Noting Clinton allies had “really been trying to keep the women’s groups in line since Paula Jones filing,” Bill Clinton, according to Blair’s account, was concerned feminist groups “might blow sky high” if he appointed Arnold to the Supreme Court. Arnold had ruled that the Jaycees club could bar women from full membership—a decision later overturned by the highest court in the land.
“Stuff is in the [divorce] record—apparently includes other people—and no matter what Hatch says, this will come out, and will make it sound like the only friends [Bill] has in Arkansas are adulterers,” wrote Blair.

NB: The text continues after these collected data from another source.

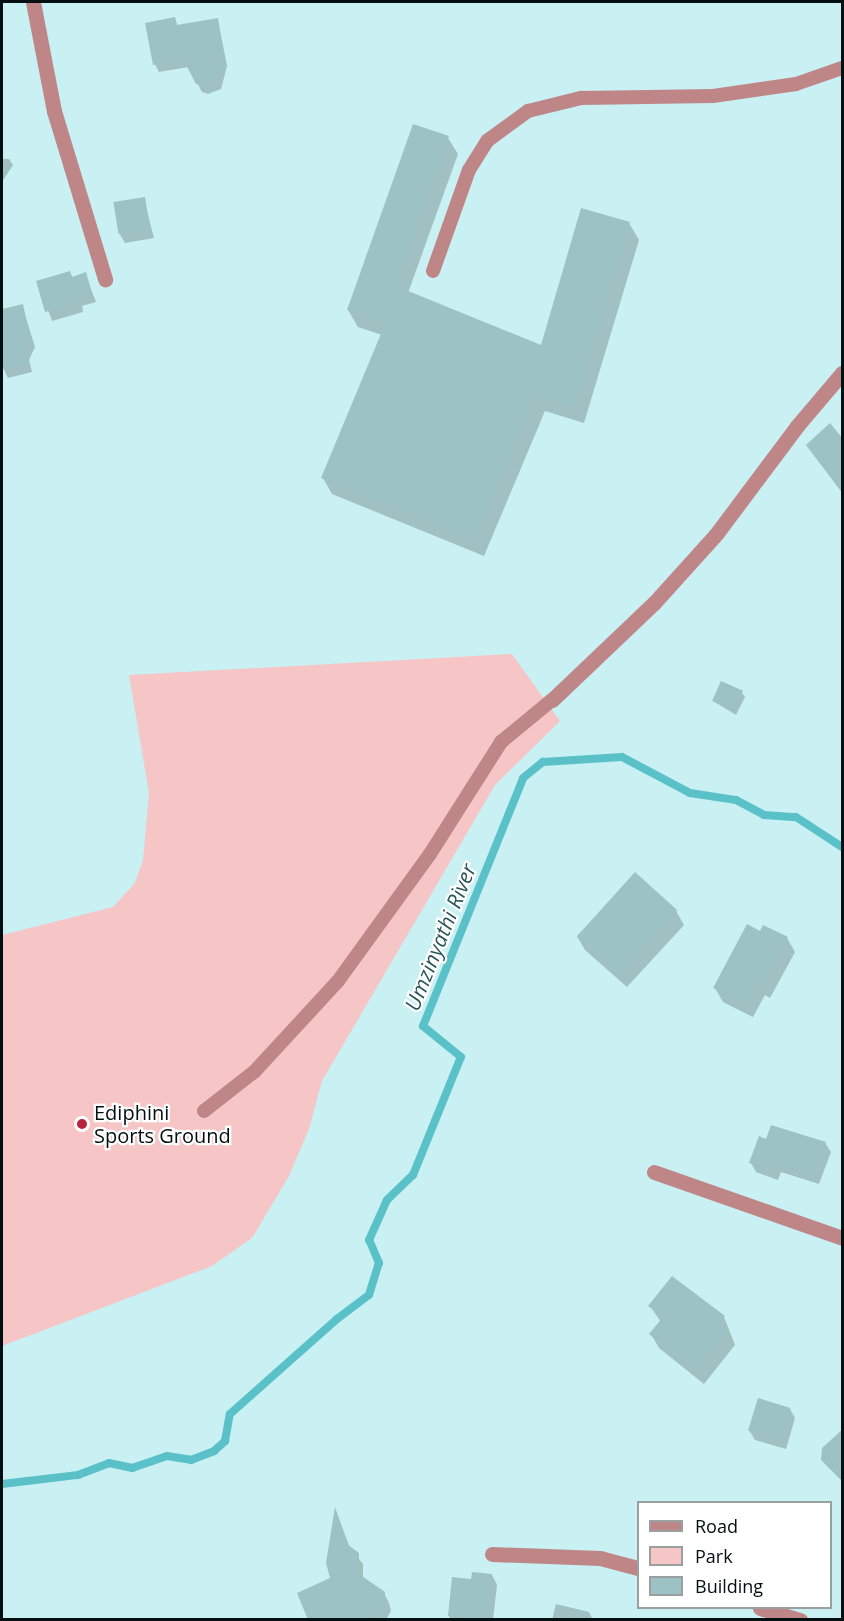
<!DOCTYPE html>
<style>
body{margin:0}
#map{position:relative;width:844px;height:1621px;overflow:hidden;background:#c9f0f3;font-family:"Open Sans",sans-serif}
div>[style]{position:absolute}
.green>*{inset:0;background:#f6c6c7}
.shadow>*{inset:0;background:#0003}
.stream>*{height:8px;margin:-4px;padding:0 4px;transform-origin:4px;border-radius:4px;background:#5ac1c9}
.building>*{inset:0;background:#9dc2c5;transform-origin:0 0}
.service>*{height:14px;margin:-7px;padding:0 7px;transform-origin:7px;border-radius:7px;background:#bf8688}
.minor>*{height:15px;margin:-7.5px;padding:0 7.5px;transform-origin:7.5px;border-radius:7.5px;background:#bf8688}
.dots>*{width:16px;height:16px;translate:-50% -50%;box-sizing:border-box;border:3px solid #fff;border-radius:50%}
span{translate:-50% -50%;white-space:nowrap;text-align:center;line-height:1.15;-webkit-text-stroke:4.5px #fff;paint-order:stroke}
.poi-label{font-size:20px;color:#030f10}
.left{translate:0 -50%;text-align:left}
.water-label{font-size:21px;color:#29565a;font-style:italic}
.frame{position:absolute;inset:0;border:3px solid #030f10;pointer-events:none}
.legend{position:absolute;left:637px;top:1501px;width:195px;height:108px;box-sizing:border-box;background:#fff;border:2px solid #9a9f9f;margin:0;padding:8px 10px;list-style:none;font-size:18px;color:#030f10}
.legend li{display:flex;align-items:center;gap:12px;height:30px}
.legend b{width:30px;border:2px solid #9a9f9f}
</style>
<div id="map">
<div class="green">
<i style="clip-path:polygon(512px 654px,560px 721px,495px 785px,322px 1081px,309px 1129px,289px 1176px,252px 1238px,212px 1266px,2px 1346px,2px 935px,113px 907px,135px 883px,143px 860px,149px 793px,129px 675px)"></i>
</div>
<div class="shadow">
<i style="clip-path:polygon(174px 19px,178px 26px,218px 20px,227px 66px,221px 89px,208px 94px,202px 92px,189px 67px,159px 72px,155px 64px)"></i>
<i style="clip-path:polygon(448px 138px,458px 154px,408px 293px,541px 347px,629px 223px,639px 240px,584px 423px,545px 411px,484px 556px,332px 494px,323px 478px,382px 335px,358px 327px,348px 310px)"></i>
<i style="clip-path:polygon(2px 159px,9px 159px,13px 165px,2px 182px)"></i>
<i style="clip-path:polygon(144px 199px,154px 238px,125px 243px,119px 233px)"></i>
<i style="clip-path:polygon(70px 273px,73px 278px,85px 274px,96px 302px,82px 306px,83px 312px,52px 321px,38px 282px)"></i>
<i style="clip-path:polygon(22px 305px,35px 347px,29px 360px,32px 372px,8px 378px,2px 365px,2px 310px)"></i>
<i style="clip-path:polygon(742px 693px,745px 697px,736px 715px,713px 701px)"></i>
<i style="clip-path:polygon(635px 874px,676px 911px,684px 925px,627px 987px,585px 950px,577px 936px)"></i>
<i style="clip-path:polygon(761px 933px,787px 938px,795px 952px,770px 998px,765px 995px,753px 1017px,723px 1002px,715px 988px)"></i>
<i style="clip-path:polygon(767px 1140px,825px 1143px,831px 1152px,819px 1184px,781px 1172px,778px 1180px,756px 1172px,751px 1163px)"></i>
<i style="clip-path:polygon(650px 1306px,724px 1317px,735px 1345px,704px 1384px,659px 1348px,651px 1334px,661px 1322px)"></i>
<i style="clip-path:polygon(790px 1409px,795px 1418px,786px 1449px,755px 1440px,749px 1430px)"></i>
<i style="clip-path:polygon(336px 1511px,350px 1548px,363px 1564px,363px 1579px,384px 1593px,389px 1603px,391px 1611px,386px 1620px,310px 1620px,332px 1579px)"></i>
<i style="clip-path:polygon(492px 1575px,497px 1585px,493px 1620px,451px 1620px,449px 1616px,472px 1580px)"></i>
<i style="clip-path:polygon(556px 1604px,589px 1612px,593px 1620px,552px 1620px)"></i>
</div>
<div class="stream">
<i style="left:2px;top:1484px;width:77px;rotate:-6.8deg"></i>
<i style="left:78px;top:1475px;width:33px;rotate:-21deg"></i>
<i style="left:109px;top:1463px;width:24px;rotate:12deg"></i>
<i style="left:132px;top:1468px;width:37px;rotate:-19deg"></i>
<i style="left:167px;top:1456px;width:24px;rotate:9deg"></i>
<i style="left:191px;top:1460px;width:25px;rotate:-21deg"></i>
<i style="left:214px;top:1451px;width:15px;rotate:-42deg"></i>
<i style="left:225px;top:1441px;width:27px;rotate:-80deg"></i>
<i style="left:230px;top:1414px;width:143px;rotate:-41.6deg"></i>
<i style="left:337px;top:1319px;width:40px;rotate:-37deg"></i>
<i style="left:369px;top:1295px;width:34px;rotate:-73deg"></i>
<i style="left:379px;top:1263px;width:25px;rotate:-113deg"></i>
<i style="left:369px;top:1240px;width:44px;rotate:-65.8deg"></i>
<i style="left:387px;top:1200px;width:36px;rotate:-44deg"></i>
<i style="left:413px;top:1175px;width:127px;rotate:-67.9deg"></i>
<i style="left:461px;top:1057px;width:49px;rotate:-140.8deg"></i>
<i style="left:423px;top:1026px;width:267px;rotate:-68deg"></i>
<i style="left:523px;top:778px;width:26px;rotate:-39deg"></i>
<i style="left:543px;top:762px;width:79px;rotate:-3.6deg"></i>
<i style="left:622px;top:757px;width:77px;rotate:27.9deg"></i>
<i style="left:690px;top:793px;width:47px;rotate:8.7deg"></i>
<i style="left:736px;top:800px;width:32px;rotate:28deg"></i>
<i style="left:764px;top:815px;width:32px;rotate:4deg"></i>
<i style="left:796px;top:817px;width:55px;rotate:33.1deg"></i>
</div>
<div class="building">
<i style="clip-path:polygon(175px 17px,177px 25px,218px 18px,223px 57px,221px 74px,211px 85px,196px 84px,183px 59px,153px 65px,145px 23px)"></i>
<i style="clip-path:polygon(413px 124px,449px 136px,396px 286px,541px 345px,581px 208px,630px 222px,575px 407px,535px 395px,475px 541px,321px 478px,385px 324px,347px 310px)"></i>
<i style="left:145px;top:197px;width:32px;height:32px;rotate:81deg"></i>
<i style="clip-path:polygon(70px 271px,72px 277px,86px 272px,92px 293px,78px 297px,79px 303px,45px 312px,36px 281px)"></i>
<i style="clip-path:polygon(23px 304px,30px 337px,25px 350px,28px 362px,2px 369px,2px 309px)"></i>
<i style="clip-path:polygon(830px 423px,843px 439px,843px 494px,806px 445px)"></i>
<i style="left:721px;top:681px;width:24px;height:22px;rotate:24deg"></i>
<i style="left:635px;top:872px;width:57px;height:87px;rotate:42deg"></i>
<i style="clip-path:polygon(747px 924px,760px 931px,763px 925px,788px 937px,762px 985px,757px 982px,745px 1004px,713px 988px)"></i>
<i style="clip-path:polygon(771px 1125px,826px 1142px,814px 1176px,775px 1164px,773px 1171px,749px 1163px,759px 1136px,766px 1139px)"></i>
<i style="clip-path:polygon(672px 1276px,725px 1316px,720px 1322px,728px 1330px,695px 1371px,649px 1334px,663px 1317px,648px 1306px)"></i>
<i style="left:758px;top:1398px;width:34px;height:34px;rotate:17deg"></i>
<i style="clip-path:polygon(843px 1429px,843px 1482px,821px 1460px,822px 1448px)"></i>
<i style="clip-path:polygon(335px 1507px,348px 1545px,359px 1553px,359px 1574px,385px 1592px,384px 1609px,371px 1619px,308px 1620px,297px 1593px,330px 1578px,326px 1563px)"></i>
<i style="clip-path:polygon(472px 1572px,492px 1574px,487px 1620px,448px 1616px,452px 1577px,471px 1579px)"></i>
</div>
<div class="service">
<i style="left:433px;top:271px;width:107px;rotate:-70.4deg"></i>
<i style="left:469px;top:170px;width:34px;rotate:-58deg"></i>
<i style="left:487px;top:141px;width:51px;rotate:-36.2deg"></i>
<i style="left:528px;top:111px;width:55px;rotate:-13.8deg"></i>
<i style="left:581px;top:98px;width:132px;rotate:-0.9deg"></i>
<i style="left:713px;top:96px;width:84px;rotate:-8.2deg"></i>
<i style="left:796px;top:84px;width:49px;rotate:-19.2deg"></i>
<i style="left:204px;top:1111px;width:65px;rotate:-38.1deg"></i>
<i style="left:255px;top:1071px;width:122px;rotate:-47.3deg"></i>
<i style="left:338px;top:981px;width:157px;rotate:-54.1deg"></i>
<i style="left:430px;top:854px;width:133px;rotate:-57.6deg"></i>
<i style="left:501px;top:742px;width:66px;rotate:-39.5deg"></i>
</div>
<div class="minor">
<i style="left:33px;top:2px;width:111px;rotate:79.1deg"></i>
<i style="left:54px;top:111px;width:176px;rotate:73.1deg"></i>
<i style="left:552px;top:700px;width:141px;rotate:-43.6deg"></i>
<i style="left:654px;top:603px;width:94px;rotate:-48deg"></i>
<i style="left:717px;top:533px;width:134px;rotate:-53.2deg"></i>
<i style="left:797px;top:426px;width:70px;rotate:-49.7deg"></i>
<i style="left:654px;top:1172px;width:199px;rotate:19.3deg"></i>
<i style="left:492px;top:1554px;width:108px;rotate:2.1deg"></i>
<i style="left:600px;top:1558px;width:39px;rotate:15deg"></i>
<i style="left:760px;top:1608px;width:42px;rotate:16.7deg"></i>
</div>
<div class="dots">
<i style="left:82px;top:1124px;background:#b6243e"></i>
</div>
<div class="poi-label">
<span class="left" style="left:94px;top:1124px">Ediphini<br>Sports Ground</span>
</div>
<div class="water-label">
<span style="left:440px;top:937px;rotate:-68deg">Umzinyathi River</span>
</div>
<div class="frame"></div>
<ul class="legend">
<li><b style="height:8px;background:#bf8688"></b>Road</li>
<li><b style="height:16px;background:#f6c6c7"></b>Park</li>
<li><b style="height:16px;background:#9dc2c5"></b>Building</li>
</ul>
</div>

“[Hillary] listened to what I had to say re women; thought those grassroots groups didn’t count for much; it was the DC groups who would be doing damage, and obviously [Hillary] concerned about [the] ‘climate’ because of the sexual harassment charge.”
The Clinton camp found itself dealing with Bill Clinton’s infidelity early on. In a confidential Feb. 16, 1992, memo entitled “Possible Investigation Needs,” Clinton campaign staff proposed ways to suppress and discredit stories about the then-Arkansas governor’s affairs.
One of the documents in the Blair archive is an unsigned note from Bill Clinton, handwritten on the personal letterhead he used in the mid-1970s. The addressee is unknown. A cover page reads: “Tomorrow is Thursday.”
The undated letter is written on the same personal letterhead that Clinton was using in 1976, prior to becoming attorney general of Arkansas. Hillary Rodham and Bill Clinton began dating in 1971 and were married on Oct. 11, 1975.